Where would I go without her?

Where would I go? If I didn’t have you, where would I go? I would move to the coast, pronto. I would find some part-time work and build a living there. Why the fuck not? What’s the worst thing that could happen? It doesn’t work out. I move back, live with mom – or not – get back into teaching or something, and train people. Whatever. I enjoy it all. What’s the worst thing that could happen on just going for it with no idea what will happen. For people who have spirit – real deep down and dirty spirit – spontaneous adventures, travels, ambitions, and happenings tend to work out just fine.
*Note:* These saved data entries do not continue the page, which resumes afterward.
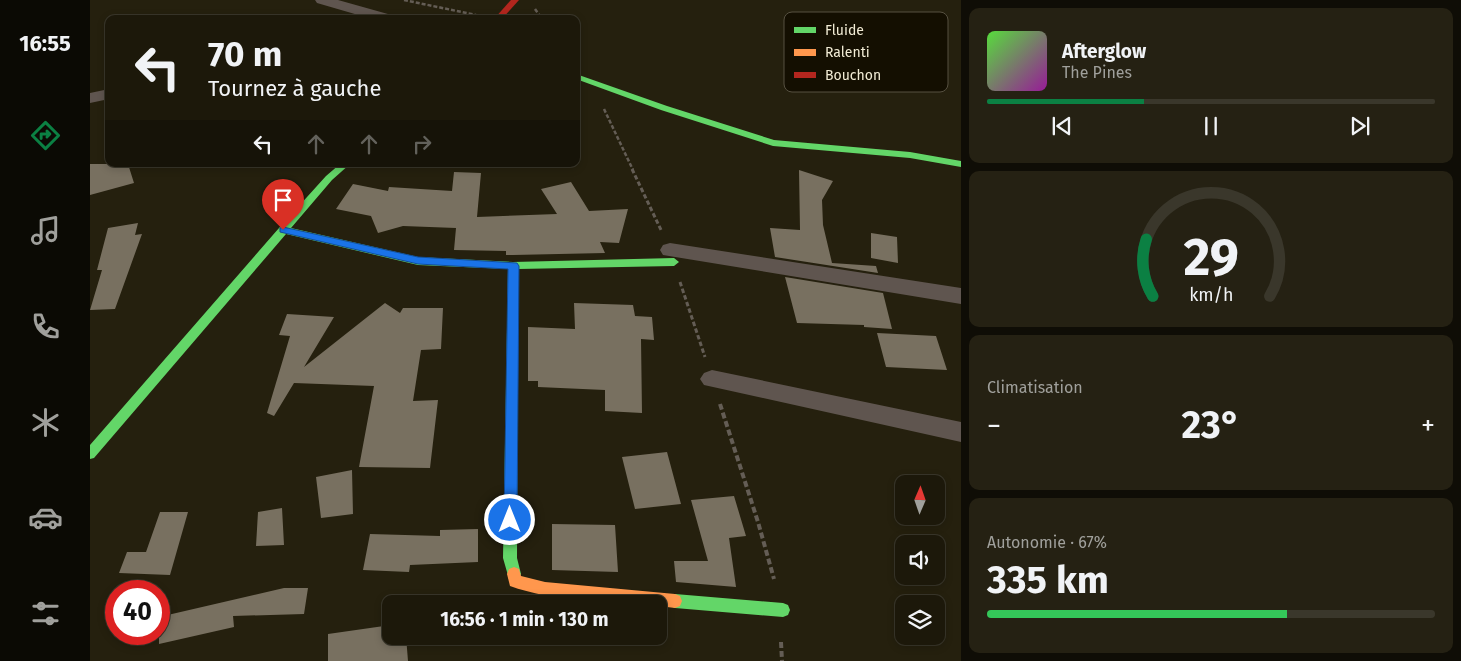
<!DOCTYPE html>
<html lang="fr">
<meta charset="utf-8">
<style>
body{margin:0;font-family:"Fira Sans",sans-serif;background:#252113;color:#f1f3f6;height:100vh;display:flex;flex-direction:column;font-size:19px;white-space:nowrap}
*{box-sizing:border-box;margin:0}
p{font-size:16px;color:#a0a09c}
.icon{flex:none;width:28px;height:28px;fill:none;stroke:currentColor;stroke-width:2;stroke-linecap:round;stroke-linejoin:round}
.map{position:relative;flex:1;overflow:hidden}
.drawer{display:flex;flex-direction:column;gap:8px;padding:8px;background:#0f0d06;width:500px}
.drawer>*{flex:none}
.guide{position:absolute;left:15px;top:15px;width:475px;height:152px;border-radius:10px;box-shadow:0 2px 8px #0003,0 0 0 1px #3a372b;background:#1c180a;color:#f1f3f6;overflow:hidden}
.needle{width:32px;rotate:2deg}
.controls{position:absolute;left:805px;top:475px;display:grid;gap:10px}
.controls a{display:grid;place-items:center;width:50px;height:50px;border-radius:10px;background:#1c180a;box-shadow:0 2px 8px #0003,0 0 0 1px #3a372b;font-size:25px}
.speed{position:absolute;left:15px;top:580px;display:flex;gap:10px;font-size:25px;font-weight:700;text-align:center}
.speed>*{display:grid;place-content:center;width:65px;height:65px;border-radius:50%;background:#1c180a;box-shadow:0 2px 8px #0003,0 0 0 1px #3a372b;line-height:1}
.speed .limit{border:8px solid #d22;background:#fff;color:#111}
.pin{position:absolute;display:grid;place-items:center;width:42px;height:42px;color:#fff;margin:-51px -21px;border-radius:50% 50% 50% 0;rotate:-45deg;box-shadow:0 0 5px #0007}
.pin .icon{rotate:45deg}
.me{position:absolute;width:55px;margin:-28px;rotate:0deg;stroke-linejoin:round;filter:drop-shadow(0 0 4px #0008)}
.turn{display:flex;align-items:center;gap:18px;height:105px;padding:0 20px;font-size:22px}
.turn .icon{width:65px;height:65px;stroke-width:2.5}
.turn b{display:block;font-size:35px;line-height:42px}
.lanes{display:flex;align-items:center;height:48px;padding:0 20px;background:#0003;justify-content:center;gap:25px;direction:ltr}
.lanes .off{opacity:.35}
.big{font-size:38px;font-weight:700;line-height:1.1}
.drawer .tile{flex:1;display:flex;flex-direction:column;justify-content:center;gap:8px;min-width:0;padding:0 18px;border-radius:10px;background:#252113}
.drawer .dial{align-items:center;gap:0}
.dial svg{height:130px;overflow:visible;fill:none;stroke:#3a372b;stroke-width:7;stroke-linecap:round;text-anchor:middle}
.dial text{fill:#f1f3f6;stroke:none}
.song{display:flex;align-items:center;gap:15px}
.cover{width:60px;height:60px;border-radius:8px;background:linear-gradient(135deg,hsl(110 70% 55%),hsl(300 70% 35%))}
.played{height:5px;border-radius:2px;background:linear-gradient(90deg,#0b8043 35%,#3a372b 35%)}
.keys{display:flex;justify-content:space-around;direction:ltr}
.heat{display:flex;justify-content:space-between;align-items:center;font-size:28px;direction:ltr}
.charge{height:8px;border-radius:4px;background:linear-gradient(90deg,#34c759 67%,#3a372b 0)}
.trip{position:absolute;left:292px;top:595px;width:285px;height:50px;border-radius:10px;background:#1c180a;box-shadow:0 2px 8px #0003,0 0 0 1px #3a372b;font-weight:700;line-height:50px;text-align:center}
main{display:flex;flex:1;min-height:0}
.tabs{display:flex;flex-direction:column;width:90px;justify-content:space-around;align-items:center;background:#0b0a04;color:#a0a09c}
.tabs .icon{width:35px;height:35px}
.tabs .selected{color:#0b8043}
.tabs b{font-size:22px;color:#f1f3f6}
.map>svg:first-child{display:block}
.building{fill:#787060}
.lines{fill:none;stroke-linecap:round;stroke-linejoin:round}
.path-far2{stroke:#645d55;stroke-width:2.5;stroke-dasharray:4 2;stroke-linecap:butt}
.path-far1{stroke:#645d55;stroke-width:3;stroke-dasharray:4.5 2.5;stroke-linecap:butt}
.path{stroke:#645d55;stroke-width:4;stroke-dasharray:6 3;stroke-linecap:butt}
.street{fill:#5f554f;fill-rule:evenodd}
.fast{fill:#63d668;fill-rule:evenodd}
.slow{fill:#ff974d;fill-rule:evenodd}
.jam{fill:#b3261e;fill-rule:evenodd}
.route{fill:#1a73e8;stroke:#114b97}
.key{fill:#140f01;stroke:#575141;stroke-width:1}
.key-label{font-size:14px;fill:#f2ecd5}
</style>
<main>
<nav class="tabs">
<b>16:55</b>
<svg class="icon selected" aria-label="directions" viewBox="0 0 24 24"><path d="M12 3l9 9-9 9-9-9zM9 14v-3h6M13 9l2 2-2 2"/></svg>
<svg class="icon" aria-label="music" viewBox="0 0 24 24"><path d="M9 18V5l10-2v13"/><circle cx="6" cy="18" r="3"/><circle cx="16" cy="16" r="3"/></svg>
<svg class="icon" aria-label="phone" viewBox="0 0 24 24"><path d="M5 4h4l2 5-3 2q2 4 5 5l2-3 5 2v4C11 20 4 13 5 4z"/></svg>
<svg class="icon" aria-label="climate" viewBox="0 0 24 24"><path d="M12 3v18M4 7l16 10M4 17L20 7"/></svg>
<svg class="icon" aria-label="car" viewBox="0 0 24 24"><path d="M5 17H2v-5l4-1 3-4h7l3 4 3 1v5h-3M9 17h6M6 11h13"/><circle cx="7" cy="17" r="2"/><circle cx="17" cy="17" r="2"/></svg>
<svg class="icon" aria-label="filters" viewBox="0 0 24 24"><path d="M4 7h16M4 17h16"/><circle cx="9" cy="7" r="2"/><circle cx="15" cy="17" r="2"/></svg>
</nav>
<div class="map">
<svg width="871" height="661" viewBox="0 0 871 661">
<rect width="100%" height="100%" fill="#25200e"/>
<path class="building" d="M0,164H38L44,183L0,195Z
M709,170L743,181L732,200L733,225L742,263L786,266L788,273L685,257L680,228L710,230Z
M364,172L391,173L387,217L467,214L451,189L481,182L499,211L538,209L529,243L510,242L515,253L423,255H416V251L364,250L366,228L313,226L288,233L281,216L246,209L263,184L298,191L299,187L362,191Z
M48,223L45,235L52,234L25,309L0,310L12,270H7L18,228Z
M781,233L807,237L808,263L781,258Z
M695,277L793,293L802,329L774,327V325L707,323Z
M295,303L310,313L313,308H353L351,349L331,350L323,401L348,400L340,468L269,467L284,386L204,383L184,416L177,413L200,336L189,335L197,314L244,317L214,367Z
M484,303L543,305L545,316L562,317L564,340L551,339L552,413L515,411V390L448,387V381H438V327L485,329Z
M787,333L846,336L857,370L796,367Z
M577,452L591,504L545,509L532,457Z
M262,470L263,514L231,518L226,477Z
M644,496L656,536L639,538L646,587L586,582L584,561H618L601,500Z
M192,508L194,545L166,546L168,512Z
M70,512H98L80,575L29,573L37,552H56Z
M462,524L525,525L528,572L462,570Z
M388,529V562L320,565L319,572L273,570L280,534L350,536V530Z
M194,588H218L214,614L143,616L144,627L69,644V617Z
M301,625V636H316L318,661H238V634Z"/>
<g class="lines">
<path class="path-far2" d="M314,0L386,15
M445,9L452,19
M514,109L543,170"/>
<path class="path-far1" d="M542,169L572,232
M590,282L615,357"/>
<path class="path" d="M630,404L668,522L684,579
M691,642L692,661"/>
<path class="street" d="M225,0H248L305,16L307,19H282L227,3Z
M19,89V99L0,103V93Z
M580,243L871,288V304L573,255L570,250L573,245Z
M622,370L871,422V442L614,385L610,379L614,373Z"/>
<path class="fast" d="M486,74L577,106L684,140L820,152L871,161V167L820,158L683,146L571,110L486,79Z
M250,164H260L242,180L201,228L328,257L423,262L584,258L589,262L584,266L428,269L427,558L431,574L429,579L424,581L419,579L413,558L418,269L328,265L196,234L4,458L0,459V445L189,228L236,176Z
M585,594L693,603L698,605L700,610L698,615L693,617L585,608L580,606L578,601L580,596Z"/>
<path class="slow" d="M424,567L429,569L431,576L455,582L585,594L590,596L592,601L590,606L585,608L569,606V604C525,604 461,601 420,586L417,574L419,569Z"/>
<path class="jam" d="M421,0H429L412,19H404Z"/>
</g>
<path class="route" d="M193,227L328,257L427,263L429,266L427,520L425,524L420,526L416,524L414,520L418,269L328,264L190,232V228Z"/>
<rect x="694" y="12" width="164" height="80" rx="8" class="key"/>
<rect x="704" y="27" width="22" height="6" fill="#63d668"/>
<rect x="704" y="49" width="22" height="7" fill="#ff974d"/>
<rect x="704" y="72" width="22" height="6" fill="#b3261e"/>
<g class="key-label">
<text x="735" y="35">Fluide</text>
<text x="735" y="57">Ralenti</text>
<text x="735" y="80">Bouchon</text>
</g>
</svg>
<div class="controls">
<a><svg class="needle" viewBox="-14 -14 28 28"><path d="M0-13l5 13h-10z" fill="#e53935"/><path d="M0 13l5-13h-10z" fill="#a0a09c"/></svg></a>
<a><svg class="icon" aria-label="sound" viewBox="0 0 24 24"><path d="M4 9h4l5-4v14l-5-4H4zM17 9q2 3 0 6"/></svg></a>
<a><svg class="icon" aria-label="layers" viewBox="0 0 24 24"><path d="M12 4l9 5-9 5-9-5zM3 14l9 5 9-5"/></svg></a>
</div>
<div class="speed"><div class="limit">40</div></div>
<div class="pin" style="left:193px;top:230px;background:#d93025"><svg class="icon" aria-label="arrive" viewBox="0 0 24 24"><path d="M6 21V4h12l-3 4 3 4H6"/></svg></div>
<svg class="me" style="left:420px;top:520px" viewBox="-20 -20 40 40"><circle r="17" fill="#1a73e8" stroke="#fff" stroke-width="3"/><path d="M0-11L8 9 0 5-8 9z" fill="#fff"/></svg>
<div class="trip">16:56 · 1 min · 130 m</div>
<div class="guide">
<div class="turn"><svg class="icon" aria-label="left" viewBox="0 0 24 24"><path d="M17 20v-9H6M10 6l-5 5 5 5"/></svg><div><b>70 m</b>Tournez à gauche</div></div>
<div class="lanes"><svg class="icon" aria-label="left" viewBox="0 0 24 24"><path d="M17 20v-9H6M10 6l-5 5 5 5"/></svg><svg class="icon off" aria-label="ahead" viewBox="0 0 24 24"><path d="M12 20V5M6 11l6-6 6 6"/></svg><svg class="icon off" aria-label="ahead" viewBox="0 0 24 24"><path d="M12 20V5M6 11l6-6 6 6"/></svg><svg class="icon off" aria-label="right" viewBox="0 0 24 24"><path d="M7 20v-9h11M14 6l5 5-5 5"/></svg></div>
</div>
</div>
<section class="drawer">
<div class="tile">
<div class="song"><i class="cover"></i><div><b>Afterglow</b><p>The Pines</p></div></div>
<div class="played"></div>
<div class="keys"><svg class="icon" aria-label="previous" viewBox="0 0 24 24"><path d="M18 5L8 12l10 7zM5 5v14"/></svg><svg class="icon" aria-label="pause" viewBox="0 0 24 24"><path d="M8 5v14M16 5v14"/></svg><svg class="icon" aria-label="next" viewBox="0 0 24 24"><path d="M6 5l10 7-10 7zM19 5v14"/></svg></div>
</div>
<div class="tile dial"><svg viewBox="0 0 100 80">
<path d="M14 69A42 42 0 1 1 86 69"/>
<path d="M14 69A42 42 0 0 1 10 34" stroke="#0b8043"/>
<text x="50" y="56" font-size="32" font-weight="700">29</text>
<text x="50" y="72" font-size="11">km/h</text>
</svg></div>
<div class="tile"><p>Climatisation</p>
<div class="heat"><a>−</a><b class="big">23°</b><a>+</a></div>
</div>
<div class="tile"><p>Autonomie · 67%</p><b class="big">335 km</b><div class="charge"></div></div>
</section>
</main>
It’s the lulled-life, non-creative, non-imaginative types who don’t make it, anyway; and what does that even mean, “don’t make it”? It makes you and you make it: same difference… we are the travel and we don’t even know it!

 

To wake up with the sniff of the ocean breeze, to dance barefoot with the earth. To decide to hike this afternoon and tomorrow’s, lay around and drink the wine from each other’s lips. Work in the morning on a deck, writing, musing; what’s the reason this isn’t our life, already? I am a writer, a listener, perhaps, a lover – and traveling the great big mystery with a lady doesn’t seem so bad. The world as we know, the mirage, the puppet show, is not our world. It’s someone else’s – and it’s been constructed by a bunch of bumbling, trembling idiots with opinions they’ve never really thought about. It’s tiring me out; our unavowed dreams, the bubbling spring of our hearts, is yet now before us to swim in.

 

These are all temporary measures and diversions, all of them. The office building windows to look out of as mingling about policies and work-parties fills the days. Traffic. Making deals. Going to teach everyday. The river. The mountains. Talking about nutrition. Making choices. The trip to here. The trip to there. All just doings and goings. Part of the ultimate ride to nothing.

 

It’s such a closed-off and lacking-imagination way of thinking, to ponder What will I do so that later I’ll have such and such so that such and such will be provided for so that such and such will be able to do such and such… it perpetuates the same tired mentality in everyone on down the line. If you’re so crazy, Mr. Butterworth, if you’re really crazy, or real, then have the courage to be different and live life the way you really see it. Without all the pointless drabble. Trust. Thirst. Truth.

 

Of course, truth is a search. A happy, perhaps fruitful, no-doubt non-stop exploration. And that’s the joy of it. It won’t be known and as one gets closer, I imagine, he or she only gets truly further away from the knowing. As if the farther down the rabbit hole one falls, the closer one gets to seeing the farther the fall. A letting go to the magic and powerful, absurd, wonderfully intoxicating novelty of it. Spinning, and seeing that we are the spin, the spinner, and the spinning. The falling is accepted soon, and then with grace we fall. Never to be “falling” again.